== Instructions to follow ==
Repeat every record exactly as given.

(Stored items from a collection)
.....

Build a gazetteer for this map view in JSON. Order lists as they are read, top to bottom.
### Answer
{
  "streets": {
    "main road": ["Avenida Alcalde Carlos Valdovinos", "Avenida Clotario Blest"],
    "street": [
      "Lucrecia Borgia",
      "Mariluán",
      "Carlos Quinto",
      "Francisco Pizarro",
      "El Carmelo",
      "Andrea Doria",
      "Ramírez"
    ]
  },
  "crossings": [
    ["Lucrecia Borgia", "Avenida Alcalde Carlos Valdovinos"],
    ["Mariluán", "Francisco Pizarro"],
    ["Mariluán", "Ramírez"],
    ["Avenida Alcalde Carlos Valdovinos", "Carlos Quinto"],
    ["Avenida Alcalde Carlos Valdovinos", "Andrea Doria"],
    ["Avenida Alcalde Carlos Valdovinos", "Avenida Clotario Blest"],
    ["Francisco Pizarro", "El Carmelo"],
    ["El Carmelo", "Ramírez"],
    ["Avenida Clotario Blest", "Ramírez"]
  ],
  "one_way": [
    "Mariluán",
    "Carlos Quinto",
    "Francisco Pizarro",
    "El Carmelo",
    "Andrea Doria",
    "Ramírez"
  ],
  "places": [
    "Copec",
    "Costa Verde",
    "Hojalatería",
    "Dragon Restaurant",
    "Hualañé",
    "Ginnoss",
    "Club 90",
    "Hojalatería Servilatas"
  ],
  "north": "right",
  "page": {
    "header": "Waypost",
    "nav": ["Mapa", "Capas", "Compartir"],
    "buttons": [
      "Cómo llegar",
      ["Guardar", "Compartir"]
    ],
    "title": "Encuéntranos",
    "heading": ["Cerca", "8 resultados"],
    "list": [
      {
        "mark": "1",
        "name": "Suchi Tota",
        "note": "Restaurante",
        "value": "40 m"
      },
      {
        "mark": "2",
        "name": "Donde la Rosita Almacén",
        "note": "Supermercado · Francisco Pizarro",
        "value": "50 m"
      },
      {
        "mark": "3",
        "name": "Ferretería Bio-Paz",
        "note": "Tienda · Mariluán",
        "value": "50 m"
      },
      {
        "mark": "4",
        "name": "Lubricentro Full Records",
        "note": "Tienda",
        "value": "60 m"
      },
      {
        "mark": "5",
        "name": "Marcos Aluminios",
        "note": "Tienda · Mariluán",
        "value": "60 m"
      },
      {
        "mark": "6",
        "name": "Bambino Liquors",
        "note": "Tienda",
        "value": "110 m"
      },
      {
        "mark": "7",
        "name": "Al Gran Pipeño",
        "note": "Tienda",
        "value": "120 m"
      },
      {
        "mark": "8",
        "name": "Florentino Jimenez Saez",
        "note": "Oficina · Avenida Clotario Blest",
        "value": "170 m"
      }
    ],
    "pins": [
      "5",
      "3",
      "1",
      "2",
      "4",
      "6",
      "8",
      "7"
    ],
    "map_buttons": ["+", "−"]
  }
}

.....

== Solution below ==
Build a gazetteer for this map view in JSON. Order lists as they are read, top to bottom.
### Answer
{
  "streets": {
    "main road": ["Avenida Alcalde Carlos Valdovinos", "Avenida Clotario Blest"],
    "street": [
      "Lucrecia Borgia",
      "Mariluán",
      "Carlos Quinto",
      "Francisco Pizarro",
      "El Carmelo",
      "Andrea Doria",
      "Ramírez"
    ]
  },
  "crossings": [
    ["Lucrecia Borgia", "Avenida Alcalde Carlos Valdovinos"],
    ["Mariluán", "Francisco Pizarro"],
    ["Mariluán", "Ramírez"],
    ["Avenida Alcalde Carlos Valdovinos", "Carlos Quinto"],
    ["Avenida Alcalde Carlos Valdovinos", "Andrea Doria"],
    ["Avenida Alcalde Carlos Valdovinos", "Avenida Clotario Blest"],
    ["Francisco Pizarro", "El Carmelo"],
    ["El Carmelo", "Ramírez"],
    ["Avenida Clotario Blest", "Ramírez"]
  ],
  "one_way": [
    "Mariluán",
    "Carlos Quinto",
    "Francisco Pizarro",
    "El Carmelo",
    "Andrea Doria",
    "Ramírez"
  ],
  "places": [
    "Copec",
    "Costa Verde",
    "Hojalatería",
    "Dragon Restaurant",
    "Hualañé",
    "Ginnoss",
    "Club 90",
    "Hojalatería Servilatas"
  ],
  "north": "right",
  "page": {
    "header": "Waypost",
    "nav": ["Mapa", "Capas", "Compartir"],
    "buttons": [
      "Cómo llegar",
      ["Guardar", "Compartir"]
    ],
    "title": "Encuéntranos",
    "heading": ["Cerca", "8 resultados"],
    "list": [
      {
        "mark": "1",
        "name": "Suchi Tota",
        "note": "Restaurante",
        "value": "40 m"
      },
      {
        "mark": "2",
        "name": "Donde la Rosita Almacén",
        "note": "Supermercado · Francisco Pizarro",
        "value": "50 m"
      },
      {
        "mark": "3",
        "name": "Ferretería Bio-Paz",
        "note": "Tienda · Mariluán",
        "value": "50 m"
      },
      {
        "mark": "4",
        "name": "Lubricentro Full Records",
        "note": "Tienda",
        "value": "60 m"
      },
      {
        "mark": "5",
        "name": "Marcos Aluminios",
        "note": "Tienda · Mariluán",
        "value": "60 m"
      },
      {
        "mark": "6",
        "name": "Bambino Liquors",
        "note": "Tienda",
        "value": "110 m"
      },
      {
        "mark": "7",
        "name": "Al Gran Pipeño",
        "note": "Tienda",
        "value": "120 m"
      },
      {
        "mark": "8",
        "name": "Florentino Jimenez Saez",
        "note": "Oficina · Avenida Clotario Blest",
        "value": "170 m"
      }
    ],
    "pins": [
      "5",
      "3",
      "1",
      "2",
      "4",
      "6",
      "8",
      "7"
    ],
    "map_buttons": ["+", "−"]
  }
}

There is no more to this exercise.